Resse. Die Viktoria steht bereits früh unter Zugzwang. Der Abwärtstrend ist seit Jahren spürbar. In 124 Punktspielen gab es seit 2017/2018 nur 26 Siege.

Jahrelang kannte Viktoria Resse nur den einen Weg: den nach oben. Der 1975 gegründete Klub überflügelte im Stadtteil den traditionsreichen VfL Resse 08 und ist seit 2016 ununterbrochen im überkreislichen Fußball beheimatet. Der absolute Höhepunkt: der Aufstieg in die Westfalenliga vor fünf Jahren.

Viktoria Resse sorgte für Erstaunen

Man staunte über die Viktoria, weil der Höhenflug nicht durch einen großen Mäzen, sondern durch sehr viel eigene Kraft und durch kleinere örtliche Sponsoren ermöglicht wurde. Das Faustpfand der Resser war stets die familiäre Atmosphäre im Klub. Die Familie leidet jedoch seit einiger Zeit.

Ausgerechnet der überraschende Aufstieg in die Westfalenliga unter Trainer Frank Conradi entpuppte sich im Nachhinein eher als Fluch denn als Segen. Der sportliche Erfolg war der Infrastruktur des Vereins davongaloppiert, wurde zum Bumerang.

Ungleicher Kampf gegen „Schwergewichte“

Die Resser mussten sich auf einmal mit der Spvgg. Erkenschwick, dem DSC Wanne-Eickel und dem Lüner SV messen, also mit Klubs, die im Jahrzehnt der Gründung der Viktoria in der damals zweithöchsten deutschen Spielklasse vertreten und mit einem deutlich höheren Budget ausgestattet waren.

Die Viktoria war in der Westfalenliga nicht konkurrenzfähig und stieg mit 16 Punkten aus 30 Spielen sofort wieder ab. Bis dahin konnten die Resser stets auf eine Kern-Mannschaft bauen, die zwischen den Spielzeiten nur in Fragmenten verändert werden musste.

VVincent Holthaus vom VfB Annen hält sich einen Viktoria-Gegenspieler vom Leib. Foto: Jürgen Theobald / FUNKE Foto Services
VVincent Holthaus vom VfB Annen hält sich einen Viktoria-Gegenspieler vom Leib. Foto: Jürgen Theobald / FUNKE Foto Services © FUNKE Foto Services | Jürgen Theobald

Das eine Jahr in der Westfalenliga veränderte jedoch alles. Die Leistungsträger der Viktoria, wie zum Beispiel Dominik Hanemann oder Lars Rustige, standen auf einmal in einem größeren Schaufenster und wurden von zahlungskräftigeren Klubs abgeworben.

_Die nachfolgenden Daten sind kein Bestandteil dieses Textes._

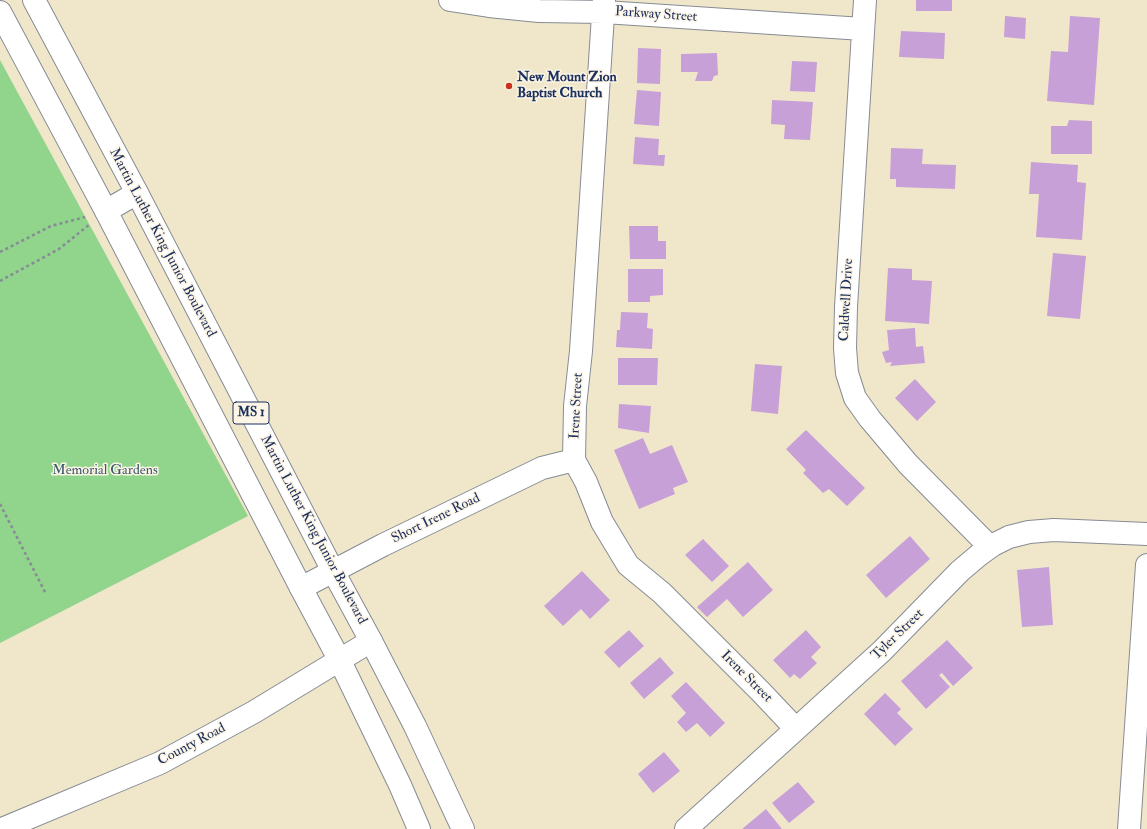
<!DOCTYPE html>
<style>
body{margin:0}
canvas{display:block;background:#f0e7ca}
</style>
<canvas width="1147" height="829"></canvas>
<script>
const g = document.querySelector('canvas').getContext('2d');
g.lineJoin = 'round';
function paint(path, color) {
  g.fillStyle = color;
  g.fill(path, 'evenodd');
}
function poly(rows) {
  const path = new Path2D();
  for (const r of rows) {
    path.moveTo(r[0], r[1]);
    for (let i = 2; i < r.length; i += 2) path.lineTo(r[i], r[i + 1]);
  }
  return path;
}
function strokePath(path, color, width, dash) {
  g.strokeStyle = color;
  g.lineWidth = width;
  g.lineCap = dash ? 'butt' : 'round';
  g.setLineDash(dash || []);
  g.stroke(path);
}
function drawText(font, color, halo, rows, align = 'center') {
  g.font = font + ' "IM FELL Double Pica",serif';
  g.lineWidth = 3;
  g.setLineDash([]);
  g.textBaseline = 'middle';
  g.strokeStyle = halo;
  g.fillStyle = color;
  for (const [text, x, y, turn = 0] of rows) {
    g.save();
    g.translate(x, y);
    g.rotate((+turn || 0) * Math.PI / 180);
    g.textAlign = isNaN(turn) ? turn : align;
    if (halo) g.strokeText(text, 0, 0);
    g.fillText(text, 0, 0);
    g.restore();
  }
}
paint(poly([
 [0,60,248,516,0,643]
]), '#91d48c');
paint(poly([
 [916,0,952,0,952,11,916,11],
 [1005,16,1026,18,1025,39,1004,37],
 [1070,16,1100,18,1094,105,1047,101,1051,51,1068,52],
 [901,31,945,33,944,59,899,57],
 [638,48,661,49,660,84,637,83],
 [717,53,718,75,714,76,712,81,695,81,698,72,681,72,681,54],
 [792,61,817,62,815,92,790,91],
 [637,90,661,92,659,126,634,124],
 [772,100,813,102,810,140,784,139,785,125,771,124],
 [1069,120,1092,121,1092,154,1051,154,1051,126,1067,126],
 [635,137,659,139,658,155,665,155,664,166,633,164],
 [891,148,923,149,922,164,956,165,955,189,896,187,896,179,890,179],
 [1031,162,1078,165,1077,182,1086,183,1082,240,1036,237,1039,194,1029,194],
 [629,226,658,226,658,241,666,241,666,259,630,259],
 [1053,253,1086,256,1080,319,1047,316],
 [888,268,912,269,912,280,932,281,929,324,885,321],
 [628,269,663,269,663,295,650,296,650,302,628,302],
 [621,312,648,313,647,328,653,329,652,349,616,347,617,330,620,330],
 [915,328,916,347,923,346,925,363,890,366,892,362,886,363,882,352,889,350,887,330],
 [618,358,658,358,657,385,618,385],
 [755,364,782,366,778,414,751,411],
 [915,379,936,402,917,421,895,398],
 [619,404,651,406,649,433,618,428],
 [806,430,865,488,847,506,829,489,823,493,803,473,806,470,786,449],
 [643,438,650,454,672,445,688,482,673,488,675,494,639,509,614,450],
 [910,536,930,559,886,598,866,575],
 [703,539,729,566,712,582,685,555],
 [748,562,773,590,743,617,727,599,707,617,697,607],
 [1049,567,1053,625,1022,627,1017,570],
 [582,571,610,600,590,619,581,609,563,626,544,606],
 [629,630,644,646,619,668,604,652],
 [806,630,821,647,811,657,817,663,800,679,794,674,790,678,773,660],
 [947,640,973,668,953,686,942,673,939,675,950,687,926,709,901,681],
 [660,657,674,673,644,699,630,683],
 [686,682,725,723,710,737,697,723,686,732,677,722,686,713,671,696],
 [885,693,901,709,897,713,913,729,895,746,864,714],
 [664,752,680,771,653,793,638,774],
 [798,782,815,802,789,823,772,803],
 [766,809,782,829,742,829]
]), '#c7a0d7');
const minor = poly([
 [450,0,489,6,539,11,604,12,863,29],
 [604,0,581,351,575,406,574,460,586,482,602,522,628,565,662,593,761,692,795,728],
 [865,0,846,307,845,348,847,373,855,398,870,419,908,464,990,547],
 [106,211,137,193],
 [301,588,383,545,542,468,574,460],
 [2,829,160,763,254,712,371,641],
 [686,829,882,651,960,571,979,555,993,545,1009,537,1029,532,1054,530,1147,534]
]);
const major = poly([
 [34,0,137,193,333,571,371,641,415,726,463,829],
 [0,12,106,211,301,588,339,659,400,785,419,829],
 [1129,829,1147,565]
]);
strokePath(minor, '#868b94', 24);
strokePath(major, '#868b94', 24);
strokePath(poly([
 [0,252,51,226,85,217],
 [0,281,59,249,90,224],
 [0,504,46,594]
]), '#868b94', 2.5, [3, 3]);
strokePath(minor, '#fff', 22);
strokePath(major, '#fff', 22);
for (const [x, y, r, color] of [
 [509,86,4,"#c8321e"]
]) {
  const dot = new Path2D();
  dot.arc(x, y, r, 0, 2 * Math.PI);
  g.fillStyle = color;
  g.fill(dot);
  strokePath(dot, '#fcf5e5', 1.5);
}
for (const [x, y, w] of [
 [251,413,36]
]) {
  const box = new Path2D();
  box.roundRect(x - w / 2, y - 11, w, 22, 3);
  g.fillStyle = '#fcf5e5';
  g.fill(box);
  strokePath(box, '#1b2f5e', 1);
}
drawText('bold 13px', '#1b2f5e', null, [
 ["MS 1",251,413]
]);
drawText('14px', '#1b2f5e', '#fcf5e5', [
 ["Parkway Street",656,15,4],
 ["Martin Luther King Junior Boulevard",162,243,62],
 ["Caldwell Drive",847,300,-87],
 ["Irene Street",577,406,-87],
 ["Short Irene Road",436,519,-26],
 ["Martin Luther King Junior Boulevard",313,530,62],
 ["Tyler Street",898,635,-44],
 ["Irene Street",746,677,45],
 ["County Road",192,745,-28]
]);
drawText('bold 14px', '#1b2f5e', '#fcf5e5', [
 ["New Mount Zion",517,78],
 ["Baptist Church",517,94]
], 'left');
drawText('14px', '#38586a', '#fcf5e5', [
 ["Memorial Gardens",105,471]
]);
</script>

Großer Aderlass bei Viktoria

In der folgenden Saison konnten sich die Resser unter Stefan Colmsee als Trainer erst am letzten Spieltag davor retten, sofort in die Bezirksliga durchgereicht zu werden. Aber auch im Sommer 2019 gab es einen großen personellen Aderlass. Von der Mannschaft, die zwei Jahre zuvor den Aufstieg in die Westfalenliga geschafft hatte, war kaum jemand übrig geblieben.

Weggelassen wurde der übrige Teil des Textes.